- HOW TO COMPLETE THIS TASK -
Would you please transcribe the listing exactly, with no images?

- LISTED ENTRIES -

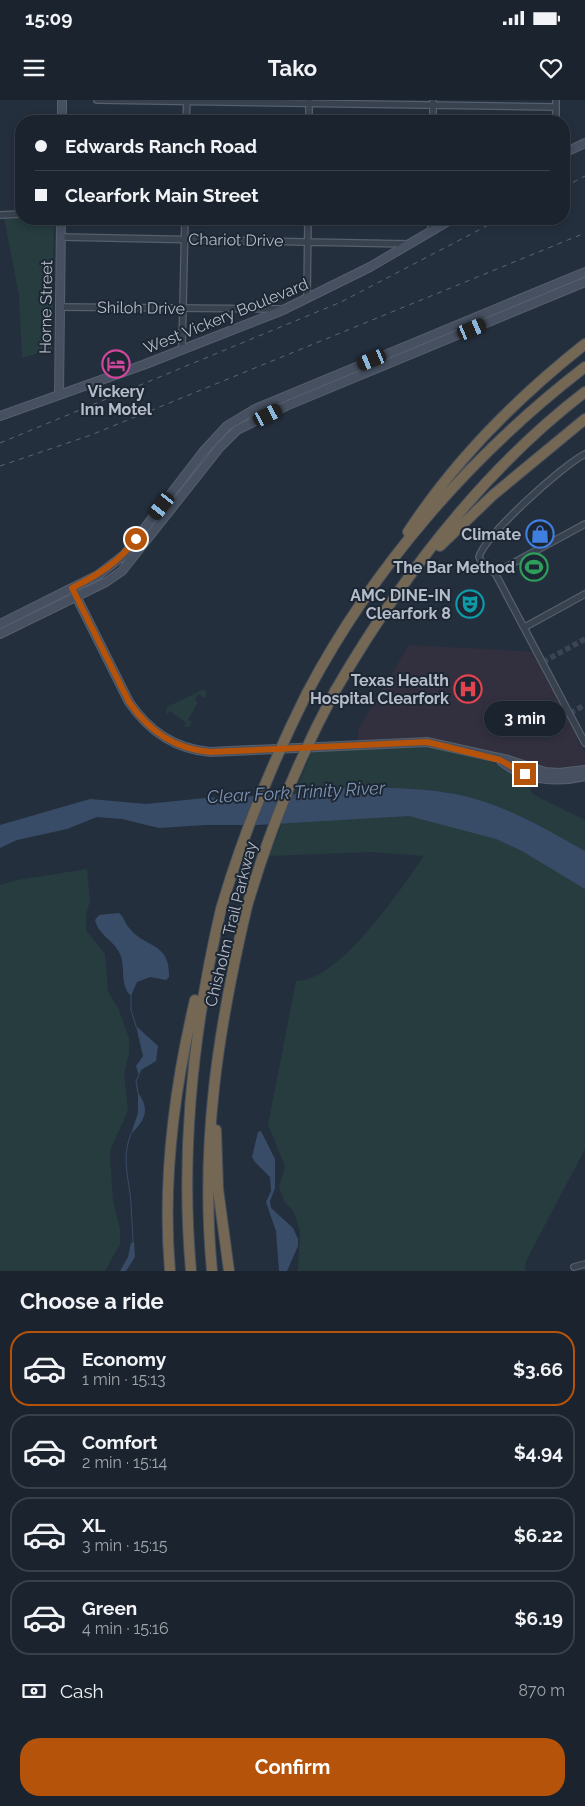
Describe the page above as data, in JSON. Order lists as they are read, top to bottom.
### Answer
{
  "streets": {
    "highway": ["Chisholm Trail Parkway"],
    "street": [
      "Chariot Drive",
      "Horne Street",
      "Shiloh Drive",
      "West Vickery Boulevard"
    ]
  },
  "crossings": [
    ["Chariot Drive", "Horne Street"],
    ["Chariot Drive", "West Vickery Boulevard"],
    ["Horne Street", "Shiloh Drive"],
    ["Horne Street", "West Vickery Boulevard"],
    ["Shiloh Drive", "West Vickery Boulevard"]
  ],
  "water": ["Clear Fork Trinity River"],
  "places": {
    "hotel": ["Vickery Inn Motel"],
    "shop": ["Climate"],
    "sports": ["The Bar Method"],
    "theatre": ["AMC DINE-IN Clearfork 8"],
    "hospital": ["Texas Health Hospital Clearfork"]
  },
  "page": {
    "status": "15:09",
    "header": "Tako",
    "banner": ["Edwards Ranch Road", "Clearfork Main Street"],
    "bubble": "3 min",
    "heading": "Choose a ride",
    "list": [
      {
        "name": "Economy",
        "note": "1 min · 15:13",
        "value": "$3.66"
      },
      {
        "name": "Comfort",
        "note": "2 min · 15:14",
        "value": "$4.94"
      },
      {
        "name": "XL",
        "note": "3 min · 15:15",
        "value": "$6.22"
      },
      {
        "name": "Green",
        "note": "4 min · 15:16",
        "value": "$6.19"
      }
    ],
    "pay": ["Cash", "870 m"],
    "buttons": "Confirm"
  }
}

- COMPLETED EXERCISE -
Describe the page above as data, in JSON. Order lists as they are read, top to bottom.
### Answer
{
  "streets": {
    "highway": ["Chisholm Trail Parkway"],
    "street": [
      "Chariot Drive",
      "Horne Street",
      "Shiloh Drive",
      "West Vickery Boulevard"
    ]
  },
  "crossings": [
    ["Chariot Drive", "Horne Street"],
    ["Chariot Drive", "West Vickery Boulevard"],
    ["Horne Street", "Shiloh Drive"],
    ["Horne Street", "West Vickery Boulevard"],
    ["Shiloh Drive", "West Vickery Boulevard"]
  ],
  "water": ["Clear Fork Trinity River"],
  "places": {
    "hotel": ["Vickery Inn Motel"],
    "shop": ["Climate"],
    "sports": ["The Bar Method"],
    "theatre": ["AMC DINE-IN Clearfork 8"],
    "hospital": ["Texas Health Hospital Clearfork"]
  },
  "page": {
    "status": "15:09",
    "header": "Tako",
    "banner": ["Edwards Ranch Road", "Clearfork Main Street"],
    "bubble": "3 min",
    "heading": "Choose a ride",
    "list": [
      {
        "name": "Economy",
        "note": "1 min · 15:13",
        "value": "$3.66"
      },
      {
        "name": "Comfort",
        "note": "2 min · 15:14",
        "value": "$4.94"
      },
      {
        "name": "XL",
        "note": "3 min · 15:15",
        "value": "$6.22"
      },
      {
        "name": "Green",
        "note": "4 min · 15:16",
        "value": "$6.19"
      }
    ],
    "pay": ["Cash", "870 m"],
    "buttons": "Confirm"
  }
}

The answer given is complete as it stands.